Well, the obvious answer I suppose is sunshine. So, not surprisingly, top of many people’s wish list would be a winter break somewhere warm. Alas, lots of us can’t afford to do that. But I do know quite a number of individuals who nowadays stay home all summer and instead take a holiday around February to somewhere with guaranteed sunshine. It certainly breaks up the winter for them and keeps their spirits up.

But there are other strategies you can adopt that are cheaper and closer to home.

Perhaps, for example, you’ve felt a real sense of belonging and warmth because of the family visits you’ve enjoyed. This is the oxytocin (bonding hormone) effect. And it’s very good for us because the more oxytocin we have in our blood streams, the less room there is for stress chemicals such as adrenaline and cortisol.
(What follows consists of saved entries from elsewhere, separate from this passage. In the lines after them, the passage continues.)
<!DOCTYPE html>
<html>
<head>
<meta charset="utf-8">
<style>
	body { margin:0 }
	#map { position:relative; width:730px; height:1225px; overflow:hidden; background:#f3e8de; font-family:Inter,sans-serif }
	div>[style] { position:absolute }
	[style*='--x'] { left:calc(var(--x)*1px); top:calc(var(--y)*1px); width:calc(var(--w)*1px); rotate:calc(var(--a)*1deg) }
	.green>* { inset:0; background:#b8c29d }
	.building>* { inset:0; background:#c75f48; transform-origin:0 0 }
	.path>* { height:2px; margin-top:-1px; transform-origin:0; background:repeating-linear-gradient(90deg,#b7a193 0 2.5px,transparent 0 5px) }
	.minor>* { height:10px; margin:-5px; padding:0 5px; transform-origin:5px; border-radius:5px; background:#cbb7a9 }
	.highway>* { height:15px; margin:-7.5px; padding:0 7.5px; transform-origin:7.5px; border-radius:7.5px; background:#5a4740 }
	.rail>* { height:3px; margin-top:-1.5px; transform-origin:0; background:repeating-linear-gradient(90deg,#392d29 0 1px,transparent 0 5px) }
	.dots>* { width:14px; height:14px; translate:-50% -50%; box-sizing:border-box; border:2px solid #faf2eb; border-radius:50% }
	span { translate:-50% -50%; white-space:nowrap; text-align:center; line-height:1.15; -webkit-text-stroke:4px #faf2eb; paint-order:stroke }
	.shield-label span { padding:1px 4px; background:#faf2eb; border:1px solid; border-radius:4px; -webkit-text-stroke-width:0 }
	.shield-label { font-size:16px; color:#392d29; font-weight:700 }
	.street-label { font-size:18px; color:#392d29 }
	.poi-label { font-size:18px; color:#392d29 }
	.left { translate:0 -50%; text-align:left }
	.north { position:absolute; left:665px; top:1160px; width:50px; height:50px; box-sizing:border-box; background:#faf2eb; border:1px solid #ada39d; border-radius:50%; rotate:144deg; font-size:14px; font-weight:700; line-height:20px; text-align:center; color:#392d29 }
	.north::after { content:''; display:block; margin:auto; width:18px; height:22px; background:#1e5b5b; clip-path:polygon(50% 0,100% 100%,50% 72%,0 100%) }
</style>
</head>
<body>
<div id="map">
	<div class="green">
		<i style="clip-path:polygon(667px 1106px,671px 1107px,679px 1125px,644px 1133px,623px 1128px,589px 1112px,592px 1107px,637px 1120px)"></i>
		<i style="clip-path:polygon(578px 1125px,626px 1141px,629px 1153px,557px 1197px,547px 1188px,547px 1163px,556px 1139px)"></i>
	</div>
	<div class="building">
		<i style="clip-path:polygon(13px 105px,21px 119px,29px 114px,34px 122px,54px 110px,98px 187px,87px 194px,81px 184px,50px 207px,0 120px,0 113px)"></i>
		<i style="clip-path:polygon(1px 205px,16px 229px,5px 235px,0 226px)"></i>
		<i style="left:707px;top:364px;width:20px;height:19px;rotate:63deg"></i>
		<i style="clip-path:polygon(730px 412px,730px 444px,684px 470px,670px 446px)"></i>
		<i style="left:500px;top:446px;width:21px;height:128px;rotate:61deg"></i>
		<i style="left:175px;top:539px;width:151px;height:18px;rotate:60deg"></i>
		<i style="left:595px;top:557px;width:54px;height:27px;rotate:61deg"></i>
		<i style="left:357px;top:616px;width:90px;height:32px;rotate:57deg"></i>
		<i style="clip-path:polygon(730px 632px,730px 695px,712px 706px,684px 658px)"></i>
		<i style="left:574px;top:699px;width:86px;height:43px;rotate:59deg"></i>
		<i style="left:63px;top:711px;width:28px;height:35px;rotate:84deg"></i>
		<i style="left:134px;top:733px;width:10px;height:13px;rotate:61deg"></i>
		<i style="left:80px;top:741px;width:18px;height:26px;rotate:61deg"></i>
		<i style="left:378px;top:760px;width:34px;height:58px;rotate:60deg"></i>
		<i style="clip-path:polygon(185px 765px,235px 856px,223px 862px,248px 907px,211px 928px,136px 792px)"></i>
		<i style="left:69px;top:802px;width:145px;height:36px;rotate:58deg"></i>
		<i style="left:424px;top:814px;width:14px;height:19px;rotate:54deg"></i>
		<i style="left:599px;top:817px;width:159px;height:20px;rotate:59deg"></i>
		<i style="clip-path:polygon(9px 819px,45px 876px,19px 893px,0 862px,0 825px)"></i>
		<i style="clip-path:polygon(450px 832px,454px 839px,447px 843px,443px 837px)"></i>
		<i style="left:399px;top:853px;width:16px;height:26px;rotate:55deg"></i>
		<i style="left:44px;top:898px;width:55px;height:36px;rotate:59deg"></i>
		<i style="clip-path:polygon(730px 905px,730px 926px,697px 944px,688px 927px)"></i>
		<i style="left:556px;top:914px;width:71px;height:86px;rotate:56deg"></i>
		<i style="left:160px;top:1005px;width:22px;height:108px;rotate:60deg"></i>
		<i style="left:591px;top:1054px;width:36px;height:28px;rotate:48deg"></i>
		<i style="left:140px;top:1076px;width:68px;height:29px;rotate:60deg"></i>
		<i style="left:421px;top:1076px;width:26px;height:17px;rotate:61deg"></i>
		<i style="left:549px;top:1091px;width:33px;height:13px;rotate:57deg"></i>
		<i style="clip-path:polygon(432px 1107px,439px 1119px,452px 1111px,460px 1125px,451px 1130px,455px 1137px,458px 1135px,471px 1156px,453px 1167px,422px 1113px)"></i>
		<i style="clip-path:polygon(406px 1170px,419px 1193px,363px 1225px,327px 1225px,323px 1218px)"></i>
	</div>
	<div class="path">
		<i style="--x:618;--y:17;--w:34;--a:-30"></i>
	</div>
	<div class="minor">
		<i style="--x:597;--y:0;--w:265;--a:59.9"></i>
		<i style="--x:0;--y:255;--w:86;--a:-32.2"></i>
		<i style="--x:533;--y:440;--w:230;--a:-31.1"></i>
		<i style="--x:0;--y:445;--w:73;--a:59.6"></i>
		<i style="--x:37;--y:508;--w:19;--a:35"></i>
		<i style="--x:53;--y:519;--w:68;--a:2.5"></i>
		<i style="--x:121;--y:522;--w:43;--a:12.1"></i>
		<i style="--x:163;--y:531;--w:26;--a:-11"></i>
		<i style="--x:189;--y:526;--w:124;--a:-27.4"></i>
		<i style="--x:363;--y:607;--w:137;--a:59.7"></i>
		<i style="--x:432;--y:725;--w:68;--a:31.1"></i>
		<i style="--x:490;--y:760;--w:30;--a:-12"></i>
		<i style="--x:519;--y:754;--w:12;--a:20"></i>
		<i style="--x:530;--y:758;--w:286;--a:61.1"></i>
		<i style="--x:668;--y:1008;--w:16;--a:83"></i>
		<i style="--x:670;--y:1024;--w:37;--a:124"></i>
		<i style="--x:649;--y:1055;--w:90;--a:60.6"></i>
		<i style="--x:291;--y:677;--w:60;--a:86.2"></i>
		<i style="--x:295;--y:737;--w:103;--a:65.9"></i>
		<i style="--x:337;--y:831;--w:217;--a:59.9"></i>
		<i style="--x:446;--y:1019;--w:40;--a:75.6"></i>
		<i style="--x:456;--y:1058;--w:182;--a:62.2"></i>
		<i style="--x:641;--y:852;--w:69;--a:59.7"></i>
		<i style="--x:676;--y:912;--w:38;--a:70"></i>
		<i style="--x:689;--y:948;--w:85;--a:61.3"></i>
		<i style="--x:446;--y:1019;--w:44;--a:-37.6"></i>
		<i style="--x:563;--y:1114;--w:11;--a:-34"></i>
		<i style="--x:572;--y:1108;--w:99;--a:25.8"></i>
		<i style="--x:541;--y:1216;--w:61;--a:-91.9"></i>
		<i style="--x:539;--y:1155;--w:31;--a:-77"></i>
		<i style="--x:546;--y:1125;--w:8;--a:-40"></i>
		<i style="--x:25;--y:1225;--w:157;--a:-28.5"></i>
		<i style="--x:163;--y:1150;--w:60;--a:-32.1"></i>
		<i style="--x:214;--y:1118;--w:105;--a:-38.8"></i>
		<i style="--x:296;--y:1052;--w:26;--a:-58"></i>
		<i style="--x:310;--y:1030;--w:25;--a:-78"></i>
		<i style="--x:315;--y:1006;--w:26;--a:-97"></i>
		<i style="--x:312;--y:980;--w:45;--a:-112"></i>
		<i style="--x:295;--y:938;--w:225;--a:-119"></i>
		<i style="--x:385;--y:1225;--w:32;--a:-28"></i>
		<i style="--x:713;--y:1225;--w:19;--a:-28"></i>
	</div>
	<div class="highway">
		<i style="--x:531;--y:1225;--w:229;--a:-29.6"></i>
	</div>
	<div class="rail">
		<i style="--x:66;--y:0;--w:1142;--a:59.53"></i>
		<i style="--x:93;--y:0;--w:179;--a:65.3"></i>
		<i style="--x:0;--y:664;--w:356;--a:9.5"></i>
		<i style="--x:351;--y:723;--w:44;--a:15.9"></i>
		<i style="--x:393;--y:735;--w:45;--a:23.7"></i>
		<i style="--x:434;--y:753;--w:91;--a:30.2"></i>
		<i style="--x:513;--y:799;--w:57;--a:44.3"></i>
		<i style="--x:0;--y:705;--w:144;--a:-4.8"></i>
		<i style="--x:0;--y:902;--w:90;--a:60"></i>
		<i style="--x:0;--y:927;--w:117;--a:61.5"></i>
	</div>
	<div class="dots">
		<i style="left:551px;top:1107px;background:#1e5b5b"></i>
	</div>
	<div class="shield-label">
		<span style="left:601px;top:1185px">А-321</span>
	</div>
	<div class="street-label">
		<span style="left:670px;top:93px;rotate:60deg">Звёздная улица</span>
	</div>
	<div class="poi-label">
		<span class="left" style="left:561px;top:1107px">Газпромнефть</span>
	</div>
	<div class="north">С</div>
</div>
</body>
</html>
We should all remember that hugs and closeness with our loved ones are not just cheering but genuinely beneficial for our health.

Of course, I know that our families may not have the time to come and visit so much once we all get back into a normal working pattern. And we may be reluctant to travel to see them when the days are shorter and the weather changes. But with effort, most of us could find a few dates to put in the diary and make arrangements that will allow us to meet somewhere, somehow before too long. We should also think about regular Zooms or phone calls. Keeping in touch with relatives we like, and love, is a tonic.  
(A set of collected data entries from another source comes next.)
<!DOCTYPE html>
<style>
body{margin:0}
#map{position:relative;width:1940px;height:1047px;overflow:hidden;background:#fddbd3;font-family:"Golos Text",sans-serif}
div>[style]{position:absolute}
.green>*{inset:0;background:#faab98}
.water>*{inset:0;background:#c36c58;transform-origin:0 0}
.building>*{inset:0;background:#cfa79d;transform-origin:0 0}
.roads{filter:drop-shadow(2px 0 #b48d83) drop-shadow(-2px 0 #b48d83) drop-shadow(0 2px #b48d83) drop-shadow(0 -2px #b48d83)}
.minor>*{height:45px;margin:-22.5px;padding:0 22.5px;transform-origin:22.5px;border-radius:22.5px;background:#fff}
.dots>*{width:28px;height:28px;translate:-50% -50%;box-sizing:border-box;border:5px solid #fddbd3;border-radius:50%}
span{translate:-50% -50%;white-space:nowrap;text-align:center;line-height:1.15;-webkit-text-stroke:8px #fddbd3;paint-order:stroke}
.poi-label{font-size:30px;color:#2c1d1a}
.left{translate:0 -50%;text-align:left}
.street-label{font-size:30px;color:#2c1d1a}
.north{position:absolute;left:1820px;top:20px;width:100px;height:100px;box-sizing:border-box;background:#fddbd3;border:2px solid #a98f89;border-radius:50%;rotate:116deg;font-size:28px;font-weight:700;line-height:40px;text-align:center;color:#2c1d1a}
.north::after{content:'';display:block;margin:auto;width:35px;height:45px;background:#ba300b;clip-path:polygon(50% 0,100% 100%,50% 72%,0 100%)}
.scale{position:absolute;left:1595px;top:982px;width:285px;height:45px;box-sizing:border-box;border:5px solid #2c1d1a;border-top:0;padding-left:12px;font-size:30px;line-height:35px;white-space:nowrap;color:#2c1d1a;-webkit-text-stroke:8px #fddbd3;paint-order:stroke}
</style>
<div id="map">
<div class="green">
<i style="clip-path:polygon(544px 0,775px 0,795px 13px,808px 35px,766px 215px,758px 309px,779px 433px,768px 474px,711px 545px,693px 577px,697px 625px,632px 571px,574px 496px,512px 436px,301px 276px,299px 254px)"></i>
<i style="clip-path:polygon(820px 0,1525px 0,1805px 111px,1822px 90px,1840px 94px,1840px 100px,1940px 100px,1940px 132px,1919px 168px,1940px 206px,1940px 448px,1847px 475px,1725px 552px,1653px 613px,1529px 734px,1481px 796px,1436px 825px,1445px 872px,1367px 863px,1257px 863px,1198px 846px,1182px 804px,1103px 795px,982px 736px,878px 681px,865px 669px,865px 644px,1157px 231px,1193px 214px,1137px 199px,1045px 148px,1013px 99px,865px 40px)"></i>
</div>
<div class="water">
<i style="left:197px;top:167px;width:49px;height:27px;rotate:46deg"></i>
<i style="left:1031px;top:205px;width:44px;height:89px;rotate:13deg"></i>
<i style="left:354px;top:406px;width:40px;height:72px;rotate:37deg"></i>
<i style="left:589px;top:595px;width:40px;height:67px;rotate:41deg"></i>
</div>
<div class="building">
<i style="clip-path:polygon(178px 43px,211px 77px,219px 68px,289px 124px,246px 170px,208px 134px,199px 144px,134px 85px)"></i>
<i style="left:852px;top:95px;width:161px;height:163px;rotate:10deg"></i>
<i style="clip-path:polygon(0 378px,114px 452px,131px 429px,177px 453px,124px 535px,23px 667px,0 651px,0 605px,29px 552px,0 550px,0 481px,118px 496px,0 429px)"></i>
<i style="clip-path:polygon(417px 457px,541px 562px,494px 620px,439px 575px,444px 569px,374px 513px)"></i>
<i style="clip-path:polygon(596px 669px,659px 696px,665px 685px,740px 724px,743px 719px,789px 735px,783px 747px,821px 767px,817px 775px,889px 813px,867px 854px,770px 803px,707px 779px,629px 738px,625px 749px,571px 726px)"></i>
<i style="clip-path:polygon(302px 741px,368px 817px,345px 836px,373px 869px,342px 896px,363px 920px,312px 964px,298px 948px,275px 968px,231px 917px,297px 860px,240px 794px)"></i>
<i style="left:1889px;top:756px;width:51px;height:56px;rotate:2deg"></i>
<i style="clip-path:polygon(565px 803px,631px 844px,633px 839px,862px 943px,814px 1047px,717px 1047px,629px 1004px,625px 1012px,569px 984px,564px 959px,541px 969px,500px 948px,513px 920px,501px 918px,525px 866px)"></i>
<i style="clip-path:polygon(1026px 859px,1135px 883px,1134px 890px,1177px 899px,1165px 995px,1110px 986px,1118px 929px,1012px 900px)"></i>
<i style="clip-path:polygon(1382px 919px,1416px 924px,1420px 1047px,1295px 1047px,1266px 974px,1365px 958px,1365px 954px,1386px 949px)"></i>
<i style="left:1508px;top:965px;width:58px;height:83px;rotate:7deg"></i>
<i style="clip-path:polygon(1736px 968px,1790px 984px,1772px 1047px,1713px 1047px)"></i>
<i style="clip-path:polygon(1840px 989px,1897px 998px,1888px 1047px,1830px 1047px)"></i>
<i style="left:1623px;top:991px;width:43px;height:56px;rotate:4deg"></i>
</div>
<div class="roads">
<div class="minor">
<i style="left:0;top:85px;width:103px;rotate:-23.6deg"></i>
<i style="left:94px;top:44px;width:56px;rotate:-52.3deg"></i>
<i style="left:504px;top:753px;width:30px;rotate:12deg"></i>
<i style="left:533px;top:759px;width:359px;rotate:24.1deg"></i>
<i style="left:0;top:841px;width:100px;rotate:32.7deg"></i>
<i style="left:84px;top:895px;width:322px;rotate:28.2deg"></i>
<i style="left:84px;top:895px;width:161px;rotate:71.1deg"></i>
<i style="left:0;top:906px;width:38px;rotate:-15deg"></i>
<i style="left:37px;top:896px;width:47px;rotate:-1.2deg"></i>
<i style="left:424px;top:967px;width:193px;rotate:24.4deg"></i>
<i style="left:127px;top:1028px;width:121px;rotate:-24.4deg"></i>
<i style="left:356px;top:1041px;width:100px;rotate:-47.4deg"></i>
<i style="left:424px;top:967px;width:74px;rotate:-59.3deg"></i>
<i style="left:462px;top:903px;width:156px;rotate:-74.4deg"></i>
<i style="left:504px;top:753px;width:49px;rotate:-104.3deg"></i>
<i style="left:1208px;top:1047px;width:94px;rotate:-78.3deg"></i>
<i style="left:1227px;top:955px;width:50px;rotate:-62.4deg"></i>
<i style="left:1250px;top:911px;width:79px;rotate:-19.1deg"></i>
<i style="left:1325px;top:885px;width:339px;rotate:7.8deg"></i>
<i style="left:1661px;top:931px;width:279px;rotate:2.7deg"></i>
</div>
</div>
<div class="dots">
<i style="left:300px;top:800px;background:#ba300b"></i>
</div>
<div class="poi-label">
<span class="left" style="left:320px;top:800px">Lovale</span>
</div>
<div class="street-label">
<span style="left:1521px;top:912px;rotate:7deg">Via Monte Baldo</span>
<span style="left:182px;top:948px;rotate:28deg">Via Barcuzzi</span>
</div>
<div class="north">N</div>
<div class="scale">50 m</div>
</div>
One of the summer activities I always value is the opportunity to have leisurely, elongated meals, often outside, with friends. Sadly, the weather will soon put paid to al fresco dining, but our crucial friendships need nurturing in person if they’re to remain close and to do us good. So, could we manage that another way? Perhaps with regular cosy suppers around the kitchen table?  

It’s true that planning to see friends or family can be difficult and is yet one more thing to sort in our busy lives, but we really do need to schedule such events, because spontaneity tends to fly out the window once the evenings draw in.  

Another loss as we return to school and work is the companionship we’ve had during the holidays with our partner or immediate family. I think the remedy here is to ensure that weekends feel like mini-holidays, and to resist the urge to pack them with shopping, DIY and other chores at the expense of having fun. If a weekend can feel like a real, relaxing respite, you’ll feel much more refreshed when Monday comes round again.

One mum and dad I know who have kids in their early teens, had a long think about this and decided to do a big family shop on Wednesdays after work, and to fit laundry and cleaning the house into Friday evenings. All the family have to help with this, but it does free up plenty of hours on Saturdays and Sundays which can be used for drives to the coast, or to play or watch football, or simply to have meals together and view movies.  

So, let’s do all we can to bring elements of the last few months into our autumn and winter. It would be great, wouldn’t it, to extend that “holiday feeling” for a while longer?